Hello, I'm new in the domain of Big data and i want to know the main differences between HDF(Hortonworks Data Flow) and HDP (Hortonworks Data Platform). that's means the usecases and the architecture(components) of each one.
I am sure that you might have gone through the following links, If not then it might be useful to clear some points.
I understood from the last link that :
HDF - is used to handle Data in Motion
HDP - is used to handle Data at Rest
But HDP contains storm (real time message processing) and Kafka ( distributed messaging system ).
So can we say that HDP can be used also to handle data in motion ?
Yes currently HDP (2.6.x) does contain Kafka and Strom but according to the release notes https://docs.hortonworks.com/HDPDocuments/HDP2/HDP-2.6.1/bk_release-notes/content/deprecated_items.h... those components will be removed from HDP starting from version 3.0.0
It means that in near future HDP will not handle data in motion anymore.
Yes, they will be moved from HDP starting from HDP 3.0.0.

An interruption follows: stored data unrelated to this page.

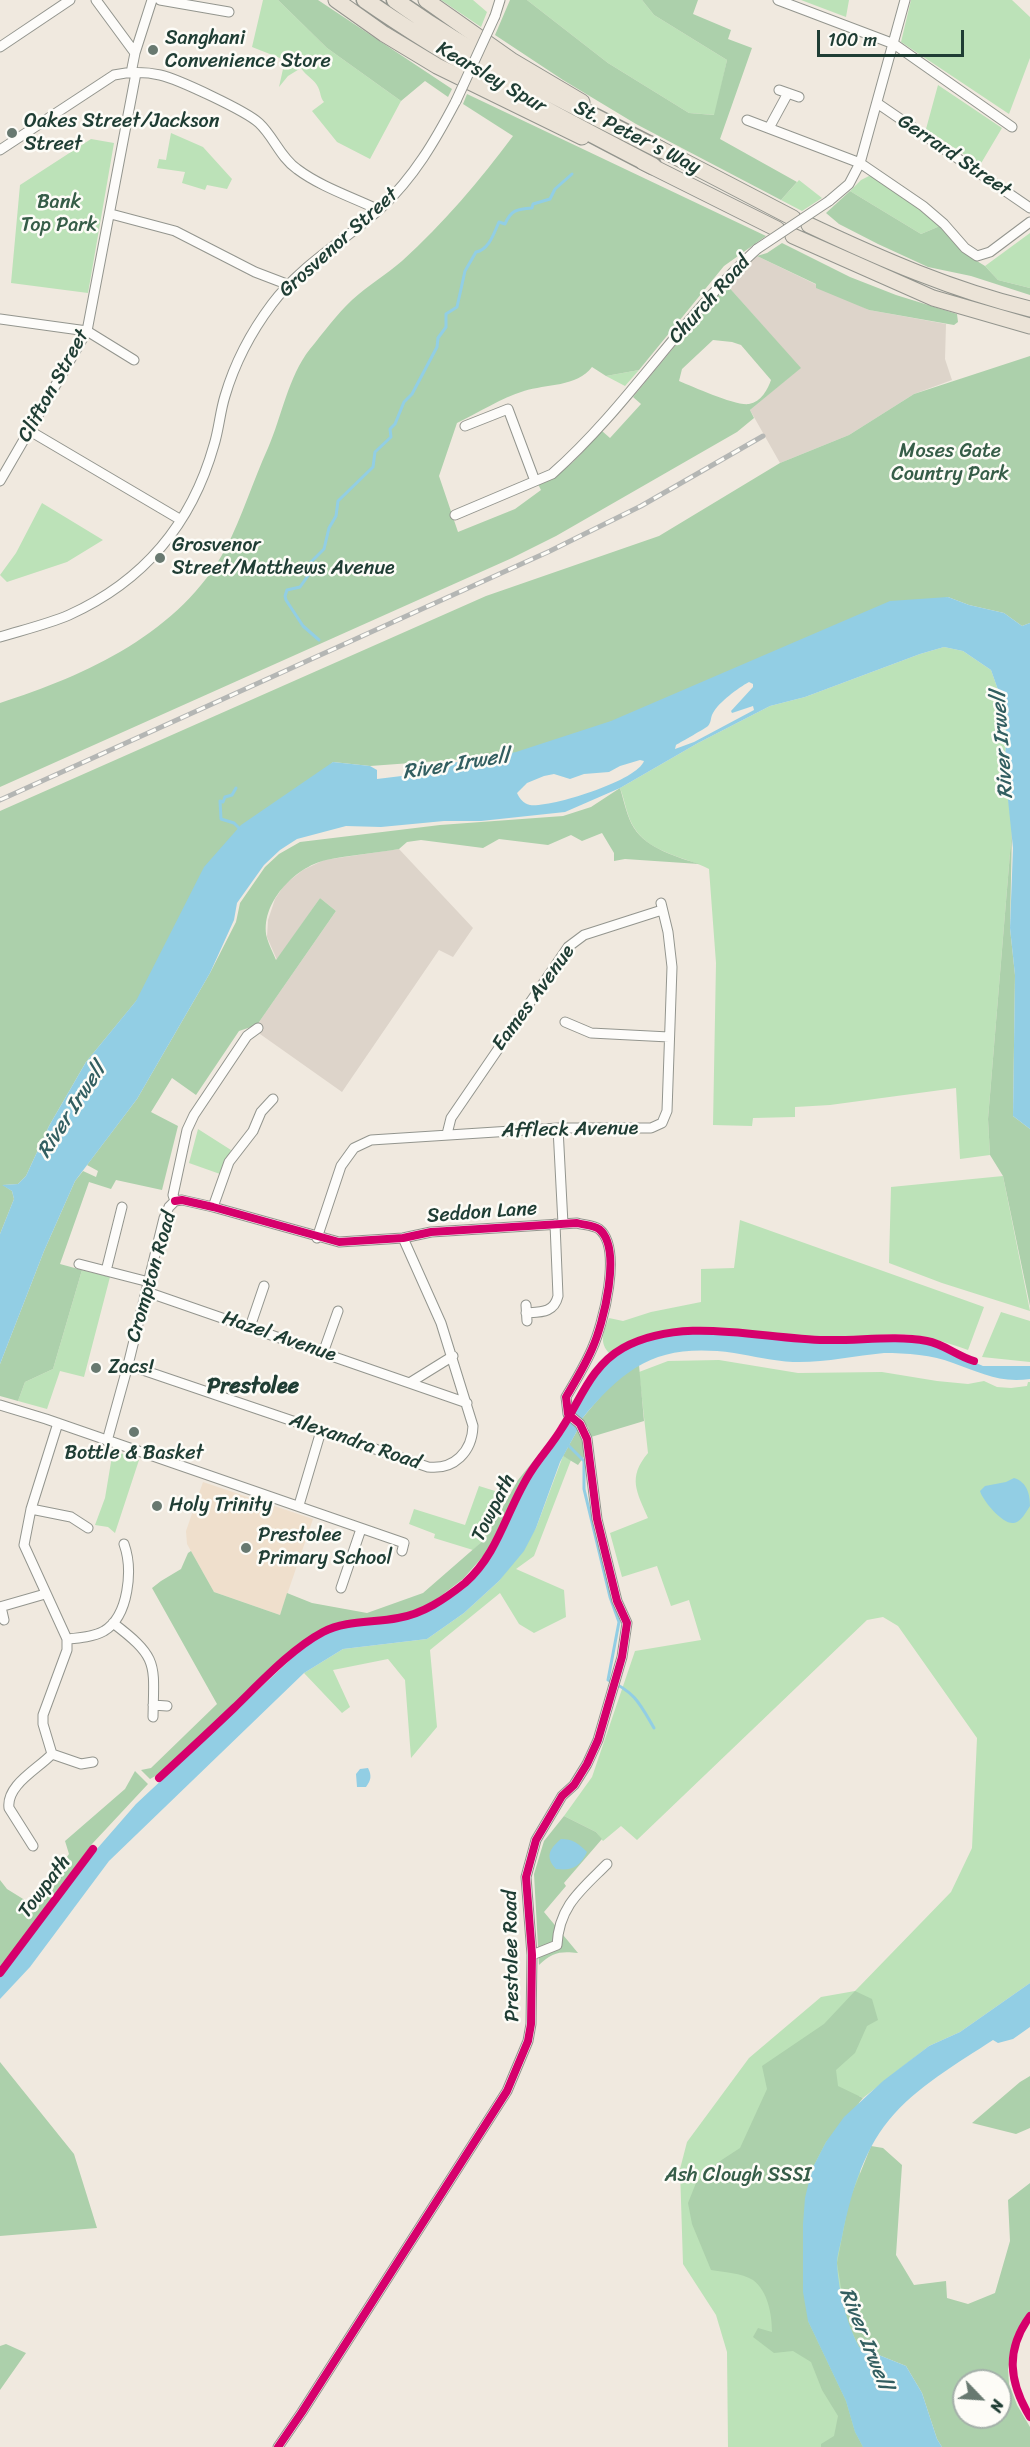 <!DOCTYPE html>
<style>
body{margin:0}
#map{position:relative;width:1030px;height:2447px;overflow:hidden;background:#f0e9df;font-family:Sriracha,sans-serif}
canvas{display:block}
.north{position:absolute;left:952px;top:2369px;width:60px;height:60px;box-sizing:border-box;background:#fdfcf7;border:2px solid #a4b0a9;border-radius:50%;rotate:115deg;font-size:16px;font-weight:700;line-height:24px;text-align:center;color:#1f3d34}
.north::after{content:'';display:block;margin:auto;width:21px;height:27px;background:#687970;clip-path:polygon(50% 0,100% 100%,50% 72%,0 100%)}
.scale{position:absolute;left:817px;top:30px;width:147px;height:27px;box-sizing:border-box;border:3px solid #1f3d34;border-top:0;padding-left:8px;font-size:18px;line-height:21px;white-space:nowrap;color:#1f3d34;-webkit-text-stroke:4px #fdfcf7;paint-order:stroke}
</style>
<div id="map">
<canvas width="1030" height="2447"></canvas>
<div class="north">N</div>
<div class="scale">100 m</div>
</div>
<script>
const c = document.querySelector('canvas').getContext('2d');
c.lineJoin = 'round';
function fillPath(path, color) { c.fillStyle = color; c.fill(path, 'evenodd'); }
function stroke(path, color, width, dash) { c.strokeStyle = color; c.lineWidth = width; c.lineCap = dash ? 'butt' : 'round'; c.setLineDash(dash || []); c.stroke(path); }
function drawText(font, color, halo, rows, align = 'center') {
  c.font = font + ' Sriracha,sans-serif'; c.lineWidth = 5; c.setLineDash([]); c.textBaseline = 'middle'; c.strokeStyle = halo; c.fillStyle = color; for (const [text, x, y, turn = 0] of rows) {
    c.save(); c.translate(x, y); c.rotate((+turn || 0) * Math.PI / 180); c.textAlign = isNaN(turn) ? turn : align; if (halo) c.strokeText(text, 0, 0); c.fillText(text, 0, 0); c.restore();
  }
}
fillPath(new Path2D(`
 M203 1482 313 1519 280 1615 214 1592 187 1544 186 1531Z`), '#efdfcc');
fillPath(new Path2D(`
 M757 256 869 310 946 324 945 359 952 380 914 394 849 435 780 463 750 410 800 368 726 284Z
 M399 849 473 928 453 957 439 950 342 1092 260 1034 257 1025 336 911 320 898 277 960 267 937 268 920 275 899 285 884 303 870 324 860Z`), '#ddd4ca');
fillPath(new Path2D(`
 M263 0H278L327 48 401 101 370 159 337 142 312 111 324 102C320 97 321 93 318 87 315 80 305 75 301 68L288 76 279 87 285 60 252 47Z
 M441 0H473L487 12 481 27Z
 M527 0H642L654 15 727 60 715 115 689 113 608 63Z
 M801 0H849L846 17Z
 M911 0H1012L1030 17V58L1009 114 901 42Z
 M938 85 1002 128 980 165 926 129Z
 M171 133 203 147 232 179 227 189 207 185 205 190 182 183 185 172 157 168 159 159 166 160Z
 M91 139 114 143 88 293 11 283 20 185Z
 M869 176 874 177 921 210 940 226 921 234 850 191 861 180Z
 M799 180 822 198 802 211 781 200Z
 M1030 233V288L998 280 985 266Z
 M639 370 625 386 606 376Z
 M42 503 103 540 67 562 7 582 0 575 16 553Z
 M944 647 963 651 991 670 1003 704 1006 734 1005 771 1012 829 988 1119 990 1155 960 1159 956 1088 830 1105 795 1107V1117L753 1118 752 1126 713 1125 716 963 709 869C686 857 650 853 635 829 627 818 625 801 620 788L698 743 770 706 805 697 920 654Z
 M198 1129 231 1150 220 1174 189 1163Z
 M1003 1176 1030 1311 942 1283 889 1263 891 1187Z
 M740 1220 984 1307 968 1350C946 1342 921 1334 897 1334 875 1334 852 1338 829 1338 751 1338 683 1312 610 1354 598 1342 604 1332 609 1318L623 1321 651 1312 701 1302V1269L734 1268Z
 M82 1270 110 1277 84 1377 60 1371 47 1409 18 1401 25 1382 53 1369Z
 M1001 1312 1030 1321V1362L982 1357Z
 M719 1360 798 1373 882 1372 937 1381 968 1384 984 1381 997 1387 1011 1388 1027 1386 1028 1382H1030V1983L960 2032 929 2046 863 2098 859 2096 864 2447H728L727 2352 716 2315 683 2264 680 2169 687 2142 749 2058 821 1997 855 1991 951 1892 972 1848 977 1738 898 1626 883 1617 867 1620 637 1840 621 1826 603 1841 596 1832 564 1816 592 1777 635 1651 701 1640 689 1600 671 1606 657 1566 622 1577 610 1533 648 1518C637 1492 627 1478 648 1453L639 1372 668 1361Z
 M113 1450 139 1460 115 1533 108 1527 95 1525 105 1498Z
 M563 1456 571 1460 534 1556 516 1569 564 1590 566 1617 534 1633 519 1624 500 1593 430 1650 437 1727 411 1758 405 1680 388 1659 333 1670 350 1707 342 1713 304 1673 343 1649 427 1639 464 1613 499 1581 536 1528Z
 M479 1486 508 1495 485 1539 473 1550 434 1538 435 1534 409 1524 414 1509 465 1525Z`), '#bce2b8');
fillPath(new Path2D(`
 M278 0H318L452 89 448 97 425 81 401 101 327 48Z
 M510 0H527L608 63 689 113 714 115 727 60 654 15 642 0H698L693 14 731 30 728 39 752 48 720 139 797 182 781 200 636 124 563 80 495 35Z
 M467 94 766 236 724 266 639 370 606 376 592 367C577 387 546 384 524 391 501 398 478 413 457 423L439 476 458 532 515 509 541 490 538 484C565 476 583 451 602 431L610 438 641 404 633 397 726 284 801 368 750 410 754 418 737 432 556 536 512 558 0 787V703C87 675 180 633 226 548 242 517 253 481 268 448 282 416 288 377 310 349 323 333 337 314 352 300 367 286 386 275 402 261 443 224 480 180 513 136L463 104ZM713 340 732 342 741 345 771 380C768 389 761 402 749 404 735 406 694 387 679 381L682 369Z
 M850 191 921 234 940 226 964 253 985 266 998 280 1030 288V295L971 276 928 267 878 244 839 224 826 213Z
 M782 243 850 277 896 295 957 314 958 322 954 325 869 310 816 288V284L757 256 767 253Z
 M1030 356V623L1022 626 1004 613 969 605 948 597 521 755 370 766 333 762 86 1062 49 1126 26 1176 18 1184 3 1185 12 1191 14 1199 0 1234V811L486 596 659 536 780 463 849 435 914 394Z
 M620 788C624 801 627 817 634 828 647 849 678 857 699 864L625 859 614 861V853L602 833 582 841 571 835 548 845 499 839 483 848 421 840 407 842 399 849C375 853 350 855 326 860 295 867 259 904 267 938 269 945 273 953 276 960L320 898 336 911 257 1025 239 1031 196 1095 172 1078 151 1112 178 1126 162 1190 116 1180 111 1189 89 1182 60 1264 82 1270 53 1369 25 1382 18 1401 0 1396V1364L44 1251 75 1181 83 1171 96 1177 98 1171 87 1165 137 1099 210 973 236 922 240 903 265 867 279 854 300 842 440 825 563 816 591 807Z
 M1012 829 1010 928 1015 975 1013 1116 1030 1129V1306L1003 1176 990 1155 988 1119Z
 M639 1365 644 1421 591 1437 588 1427 581 1420C598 1399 615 1378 639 1365Z
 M563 1424 527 1472 493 1545 463 1579 429 1605 396 1616 341 1623 316 1633 262 1679 159 1774 150 1779 141 1770 151 1768 217 1704 152 1588 161 1581 181 1569 188 1553 191 1551 214 1592 280 1615 287 1593 312 1603 367 1613 423 1593 485 1539 518 1480Z
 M578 1429 581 1431 586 1454 578 1465 563 1456Z
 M135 1771 148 1784 92 1844 0 1970V1880L7 1889 28 1902 45 1888 69 1854 65 1841 125 1789Z
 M564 1816 596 1832 602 1839 564 1883 566 1886 544 1912 578 1953C561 1951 552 1952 539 1965L534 1874 544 1841Z
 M855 1991 872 1999 878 2020 867 2026 855 2053 836 2070 838 2086 863 2098 826 2142 812 2169 808 2321 846 2401 855 2432 863 2447H821V2444L834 2436 838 2416 822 2390 811 2362 793 2351 774 2353 753 2337 758 2328 772 2332C772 2315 768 2291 753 2280 742 2273 723 2272 711 2270L692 2224 688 2203 696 2183 717 2163 740 2148 767 2089 762 2066 824 2024Z
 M0 2062 74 2154 97 2228 0 2236Z
 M1030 2076V2128L1016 2134 972 2123 1020 2082Z
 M871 2146 883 2148 902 2165 896 2255 914 2285 946 2281 947 2298 968 2304 995 2293 1010 2241 1008 2200 1030 2183V2313L1014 2341 1008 2369 1009 2384 1017 2405 1030 2427V2447H942L937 2439 922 2393 906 2366 859 2347 846 2319 837 2263 849 2201ZM964 2381H1000V2417H964Z
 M6 2344 26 2353 0 2390V2346Z`), '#acd0ab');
fillPath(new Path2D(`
 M948 597 969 605 1004 613 1022 626 1030 623V1129L1013 1116 1015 975 1010 928 1013 848 1005 771 1006 734 1003 704 991 670 963 651 944 647 920 654 805 697 770 706 698 743 620 788 565 812 481 821H444L381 827 346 826 297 839 280 850 264 865 237 903 234 920 210 973 137 1099 75 1181 44 1251 0 1364V1234L14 1199 12 1191 2 1185 18 1184 26 1176 49 1126 86 1062 136 1001 204 867 241 825 333 762 370 766 377 770V779L418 774 440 764 475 760 516 752 611 721 890 601ZM749 682 753 684V687L731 711 732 713 753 706 754 710 694 742 675 749 676 745C681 742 706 728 708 726 712 721 710 718 713 713 719 702 738 688 749 682ZM640 760 644 761C637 781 550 808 530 805 523 803 520 799 517 793L527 783 544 776 554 774 570 779 584 774 609 772 620 766Z
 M676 1334H728L825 1342H916L939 1347 983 1366H1030V1379C998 1383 982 1373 953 1363 933 1355 906 1353 884 1353 854 1356 823 1363 793 1362 773 1361 753 1356 734 1353 660 1343 627 1364 581 1420L574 1414C597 1362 620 1344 676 1334Z
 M570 1419 578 1429 560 1462 536 1528 524 1551 499 1581 464 1613 427 1639 343 1649 304 1673 109 1861 30 1967 0 1999V1977L96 1850 136 1804 304 1647 324 1633 340 1627 414 1616 430 1610 467 1584 497 1547 526 1483Z
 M1014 1478C1027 1482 1030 1494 1030 1506 1026 1512 1021 1522 1014 1523 1003 1525 983 1501 980 1491L985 1486 1006 1482Z
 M368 1768C372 1776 371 1780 366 1787H357L356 1774 360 1769Z
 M561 1839C573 1839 578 1843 587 1852 580 1867 572 1871 556 1869 545 1857 549 1849 561 1839Z
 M1030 1983V2027L1013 2039 998 2043 993 2040C958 2063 916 2087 889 2120 862 2153 850 2197 842 2237 840 2246 837 2256 837 2264 839 2294 846 2321 859 2347L906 2366 922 2393 937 2439 942 2447H863L855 2432 846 2401 808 2321 803 2292V2224L805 2198 812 2169 826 2142 844 2117 883 2081 929 2046 960 2032Z`), '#92cee4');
stroke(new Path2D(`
 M319 640 303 626 286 600 285 596 287 590 300 587 310 573V563L324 549 329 528 336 516 338 501 373 467 375 452 391 437 390 429 395 424 404 402 412 394 437 347 438 338 446 327V314L457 307 465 271 476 252C489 250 494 233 499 222L505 224C511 210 517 209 532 208L533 204 550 199 555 189 572 174
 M236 788 232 795 225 797 223 802 220 801 221 819 234 823 239 828
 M566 1443 584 1461V1489L610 1597 619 1622 608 1680C635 1692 640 1704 654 1728`), '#92cee4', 3);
const minor = new Path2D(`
 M96 0 135 53
 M160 0 229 12
 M778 0 894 44 1012 127
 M495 16 500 0
 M0 47 70 0
 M131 73 135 53 152 0
 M779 90 799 97
 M877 103 1030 208
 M747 120 860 163 923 206 944 224 965 248 977 256 990 252 1030 222
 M769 128 788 93
 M0 150 114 75C129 72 146 72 160 75 178 79 246 111 259 123 274 137 280 157 297 169 321 187 352 197 379 210
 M829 201 849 184 860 163 905 0
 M111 214 175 231 255 272 289 285
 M0 319 87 331 134 360
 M465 426 508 409 535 481
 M30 431 181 520
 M0 481 87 331 136 73
 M455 515 552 474C628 407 682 317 757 249
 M0 637C23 630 48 624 69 615 144 581 192 523 214 445 219 429 220 412 225 396 235 362 251 332 272 304 301 265 346 240 381 208 414 177 435 141 456 101
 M565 1022 591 1033 669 1037
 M558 1128 563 1224
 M447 1134 451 1118 568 947 584 935 662 910
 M175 1201 182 1200 213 1207 339 1242 403 1238 431 1232 577 1223C583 1225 593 1225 599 1229 623 1248 603 1325 592 1349 585 1365 575 1382 566 1397L568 1414 580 1424 587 1439 597 1519 617 1601 627 1623 622 1657 598 1740 587 1764 574 1785 562 1796 536 1840 526 1877 532 1955 531 2024 528 2041 507 2091 302 2412 278 2447
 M175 1201 173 1195 187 1130 194 1115 247 1036 258 1028
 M213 1207 229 1162 253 1131 261 1112 273 1099
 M317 1238 341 1166 354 1148 371 1140 558 1128H651L662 1123 667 1111 672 967 668 932 661 903
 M79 1264 149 1282
 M106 1271 122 1207
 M147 1292 467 1403
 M526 1305 527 1321
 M526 1313C541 1312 554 1313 558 1296L555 1224
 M250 1327 264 1286
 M323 1353 338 1311
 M128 1365 428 1467C454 1470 472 1452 473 1426L441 1323 403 1238
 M411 1382 453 1356
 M0 1405 46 1419 404 1543 402 1551
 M107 1441 128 1365 164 1218 169 1207 175 1201
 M299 1505 321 1431
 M31 1509 71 1517 88 1528
 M341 1588 361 1529
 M0 1607 45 1594
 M1 1607 4 1620
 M113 1623C159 1658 154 1663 153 1717
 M67 1639C79 1638 93 1637 104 1631 129 1616 133 1569 124 1544
 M153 1705 167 1706
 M52 1754 81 1764 93 1762
 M33 1846 9 1808C6 1785 38 1769 52 1754L43 1724V1715L67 1650V1639L24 1545 31 1509 58 1423
 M532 1955 557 1945C559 1906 581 1890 607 1864`);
const trunk = new Path2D(`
 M336 0 384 34 437 66 582 137
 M426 0 511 60 582 102
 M651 144 793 218
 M643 162 777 229
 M809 225C881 259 952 290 1030 309
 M793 236 933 298 1030 326`);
const motorway = new Path2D(`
 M365 0C456 63 554 115 653 166
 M395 0C477 59 570 104 660 150`);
stroke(minor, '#93958e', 11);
stroke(trunk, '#93958e', 17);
stroke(motorway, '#93958e', 19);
stroke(minor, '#fdfcfa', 9);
stroke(trunk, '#ebe3d7', 15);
stroke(motorway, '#ebe3d7', 16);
const rail = new Path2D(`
 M0 800 550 551 641 506 763 436`);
stroke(rail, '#b4b6b4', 5);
stroke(rail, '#fdfcf7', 3, [9]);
const minorBridge = new Path2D(`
 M456 101 495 16
 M757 249 829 201`);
stroke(minorBridge, '#93958e', 11, []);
stroke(minorBridge, '#fdfcfa', 9);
stroke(new Path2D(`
 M175 1201 182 1200 213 1207 339 1242 403 1238 431 1232 577 1223C583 1225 593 1225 599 1229 623 1248 603 1325 592 1349 585 1365 575 1382 566 1397L568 1414 580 1424 587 1439 597 1519 617 1601 627 1623 622 1657 598 1740 587 1764 574 1785 562 1796 536 1840 526 1877 532 1955 531 2024 528 2041 507 2091 302 2412 278 2447
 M159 1778C184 1755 209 1732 234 1708 260 1683 291 1649 323 1632 346 1620 373 1623 398 1618 423 1614 445 1599 465 1583 500 1552 507 1507 532 1470 542 1455 553 1443 562 1428 581 1399 591 1366 623 1348 683 1315 760 1339 825 1340 859 1341 894 1335 927 1341 944 1344 957 1356 974 1361
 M0 1973 93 1849
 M1030 2316C1005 2350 1009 2382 1030 2417`), '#d6006c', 8);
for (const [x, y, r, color] of [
 [153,50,6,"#687970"],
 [12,133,6,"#687970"],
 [160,558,6,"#687970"],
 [96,1368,6,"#687970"],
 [134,1432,6,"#687970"],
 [157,1506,6,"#687970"],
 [246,1548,6,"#687970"]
]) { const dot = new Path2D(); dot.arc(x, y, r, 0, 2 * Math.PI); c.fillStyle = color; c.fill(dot); stroke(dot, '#fdfcf7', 2); }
drawText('20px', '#1f3d34', '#fdfcf7', [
 ["Sanghani",165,39],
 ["Convenience Store",165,62],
 ["Oakes Street/Jackson",24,122],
 ["Street",24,145],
 ["Grosvenor",172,546],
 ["Street/Matthews Avenue",172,569],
 ["Zacs!",108,1368],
 ["Bottle & Basket",134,1454,"center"],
 ["Holy Trinity",169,1506],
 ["Prestolee",258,1536],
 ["Primary School",258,1559]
], 'left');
drawText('20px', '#1f3d34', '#fdfcf7', [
 ["Kearsley Spur",491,78,30],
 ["St. Peter's Way",637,138,27],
 ["Gerrard Street",954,156,34],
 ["Grosvenor Street",339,243,-42],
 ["Church Road",710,300,-48],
 ["Clifton Street",54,386,-61],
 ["Eames Avenue",534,998,-54],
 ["Affleck Avenue",570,1130,-1],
 ["Seddon Lane",482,1213,-4],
 ["Crompton Road",152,1277,-74],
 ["Hazel Avenue",279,1337,19],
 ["Alexandra Road",355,1442,19],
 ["Towpath",494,1508,-63],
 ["Towpath",45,1887,-53],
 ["Prestolee Road",512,1956,-91]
]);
drawText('20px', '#365d48', '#fdfcf7', [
 ["Bank",59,203],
 ["Top Park",59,226],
 ["Moses Gate",950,452],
 ["Country Park",950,475],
 ["Ash Clough SSSI",738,2176]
]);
drawText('italic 21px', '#325e60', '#fdfcf7', [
 ["River Irwell",1003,745,-94],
 ["River Irwell",456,765,-9],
 ["River Irwell",72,1111,-57],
 ["River Irwell",865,2339,68]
]);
drawText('bold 22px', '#1f3d34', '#fdfcf7', [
 ["Prestolee",253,1387]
]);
</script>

The following information is taken from release notes:
The following components are marked moving from HDP and will be moved in a future HDP release to an alternative Hortonworks Subscription and Offering:
|Component or Capability||Status||Marked Moving as of||Target Release for Move|
|Apache Accumulo||Moving||HDP 2.6.0||HDP 3.0.0|
|Apache Kafka||Moving||HDP 2.6.0||HDP 3.0.0|
|Apache Storm||Moving||HDP 2.6.0||HDP 3.0.0|
|Cloudbreak||Moving||HDP 2.6.0||HDP 3.0.0|
What is the reason behind separation into HDP and HDF? It is very often that company needs both real-time data processing and batch processing, why not to make single package?